WORK TO COMPLETE — Find every line in the records below that holds the word "this", and copy it out.

-------

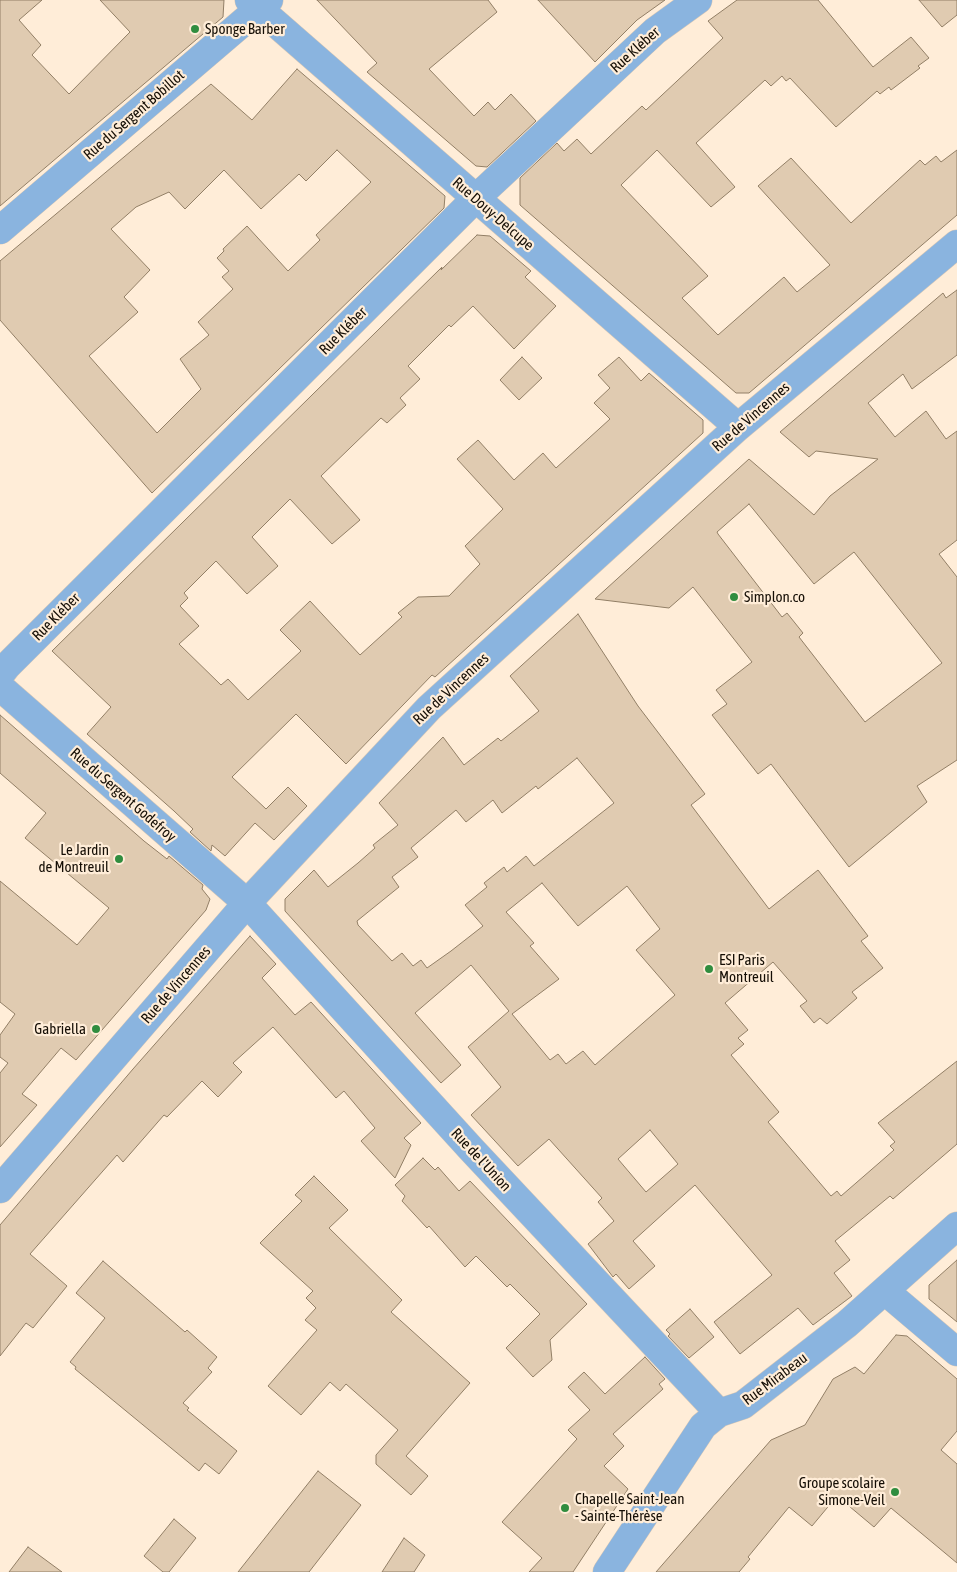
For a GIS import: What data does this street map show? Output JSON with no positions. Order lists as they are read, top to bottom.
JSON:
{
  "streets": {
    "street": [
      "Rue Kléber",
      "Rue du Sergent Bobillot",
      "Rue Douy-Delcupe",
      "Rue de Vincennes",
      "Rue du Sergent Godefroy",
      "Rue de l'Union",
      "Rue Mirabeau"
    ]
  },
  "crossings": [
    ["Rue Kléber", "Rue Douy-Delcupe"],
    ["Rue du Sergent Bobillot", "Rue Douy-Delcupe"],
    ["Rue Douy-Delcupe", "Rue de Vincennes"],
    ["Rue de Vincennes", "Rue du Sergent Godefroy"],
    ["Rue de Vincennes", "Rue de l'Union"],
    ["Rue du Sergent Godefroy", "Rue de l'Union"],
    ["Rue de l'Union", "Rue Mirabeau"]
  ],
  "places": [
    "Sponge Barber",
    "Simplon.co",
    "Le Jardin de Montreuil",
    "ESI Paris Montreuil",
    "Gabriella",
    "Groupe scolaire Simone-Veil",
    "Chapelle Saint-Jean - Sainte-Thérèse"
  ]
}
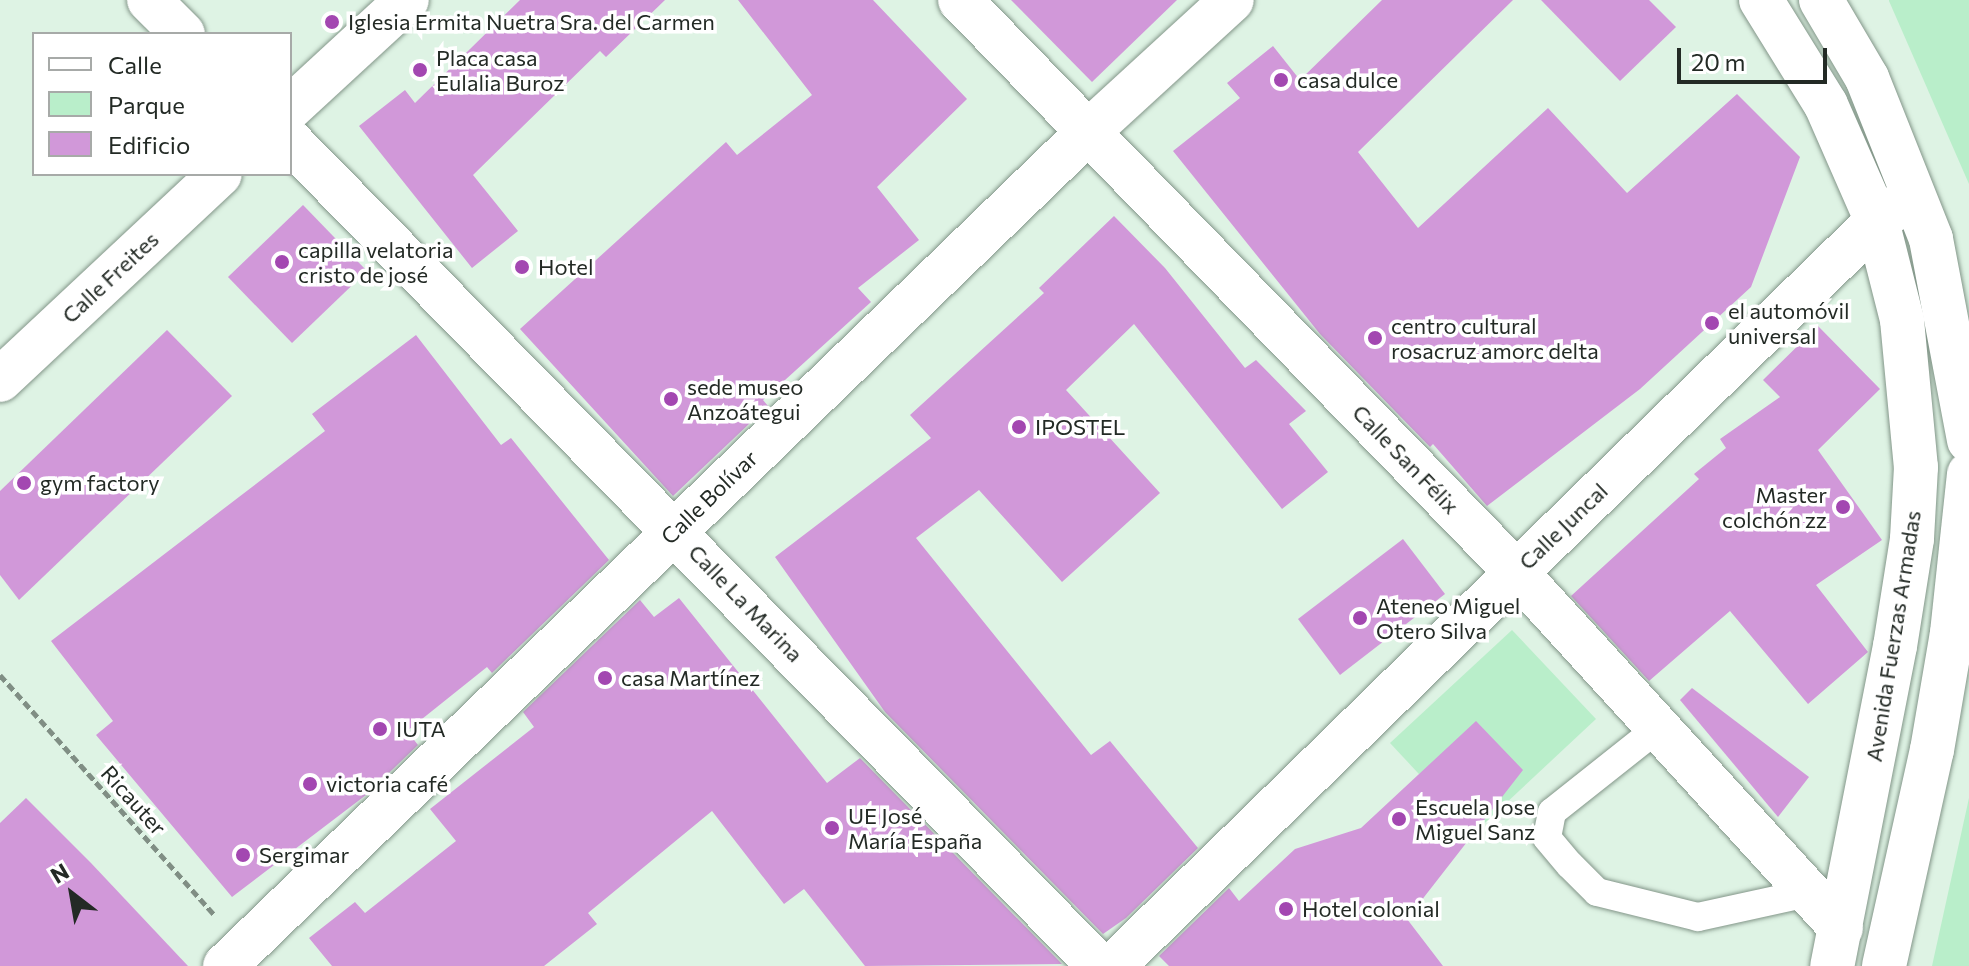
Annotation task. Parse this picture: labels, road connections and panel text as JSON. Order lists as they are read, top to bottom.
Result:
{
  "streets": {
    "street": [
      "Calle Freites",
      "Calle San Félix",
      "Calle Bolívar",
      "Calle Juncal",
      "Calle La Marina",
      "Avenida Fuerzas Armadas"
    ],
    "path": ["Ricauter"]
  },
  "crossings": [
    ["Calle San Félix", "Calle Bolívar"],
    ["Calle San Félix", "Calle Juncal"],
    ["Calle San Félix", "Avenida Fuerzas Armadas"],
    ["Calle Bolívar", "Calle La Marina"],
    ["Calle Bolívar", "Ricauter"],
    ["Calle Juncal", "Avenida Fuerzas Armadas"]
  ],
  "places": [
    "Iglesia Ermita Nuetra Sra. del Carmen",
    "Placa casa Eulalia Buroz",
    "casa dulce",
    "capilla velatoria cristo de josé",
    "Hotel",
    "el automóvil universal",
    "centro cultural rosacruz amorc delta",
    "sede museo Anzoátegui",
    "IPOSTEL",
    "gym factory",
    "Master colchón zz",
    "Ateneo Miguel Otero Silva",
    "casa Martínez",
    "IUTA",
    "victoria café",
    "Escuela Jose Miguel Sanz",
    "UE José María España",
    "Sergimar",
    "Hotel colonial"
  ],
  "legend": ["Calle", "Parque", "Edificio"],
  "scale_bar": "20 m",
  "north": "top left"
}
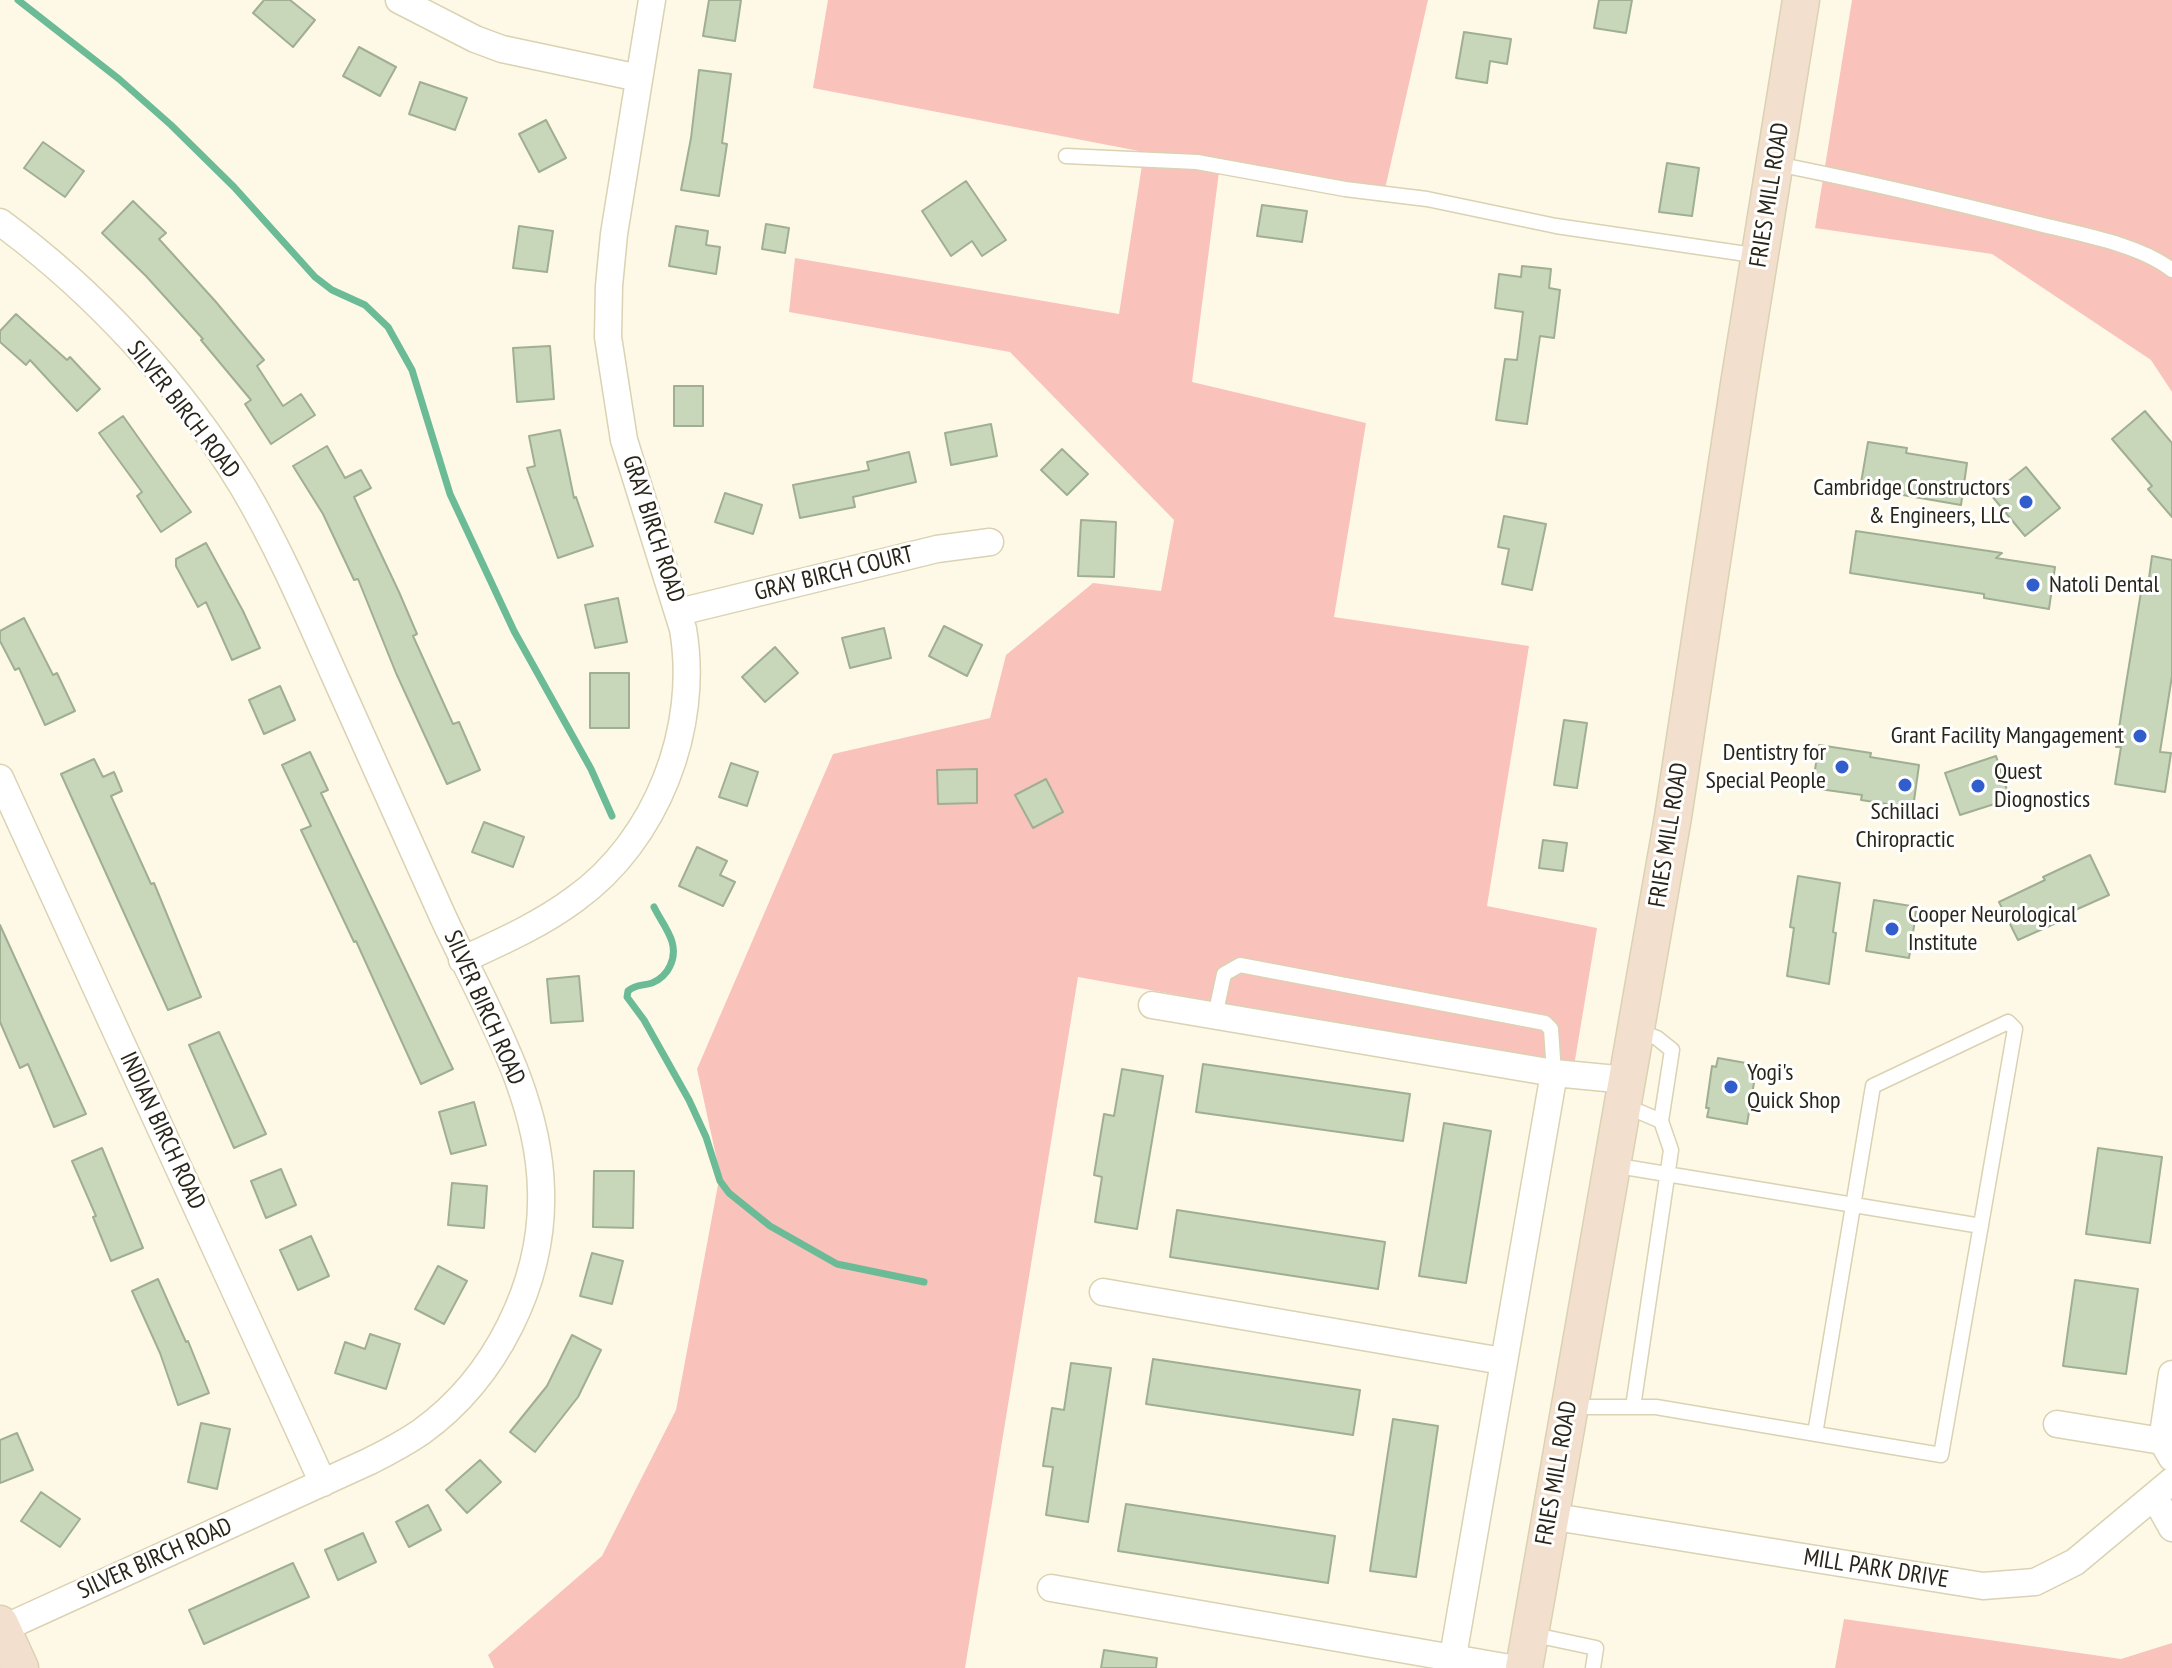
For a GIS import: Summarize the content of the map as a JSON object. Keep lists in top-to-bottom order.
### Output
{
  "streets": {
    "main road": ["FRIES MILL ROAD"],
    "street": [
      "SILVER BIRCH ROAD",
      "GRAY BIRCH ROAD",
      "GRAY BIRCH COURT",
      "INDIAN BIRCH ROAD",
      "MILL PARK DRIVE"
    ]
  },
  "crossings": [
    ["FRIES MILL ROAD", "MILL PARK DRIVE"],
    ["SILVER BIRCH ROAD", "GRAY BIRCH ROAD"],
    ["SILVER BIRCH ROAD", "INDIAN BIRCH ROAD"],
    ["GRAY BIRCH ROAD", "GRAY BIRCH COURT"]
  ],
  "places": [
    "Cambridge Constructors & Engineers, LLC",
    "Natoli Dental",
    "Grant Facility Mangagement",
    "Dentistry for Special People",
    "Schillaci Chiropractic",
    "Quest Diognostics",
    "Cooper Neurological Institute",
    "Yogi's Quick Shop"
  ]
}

-------

WRITTEN ANSWER —
For a GIS import: What data does this street map show? Output JSON with no positions. Order lists as they are read, top to bottom.
Annotation task. Parse this picture: labels, road connections and panel text as JSON. Order lists as they are read, top to bottom.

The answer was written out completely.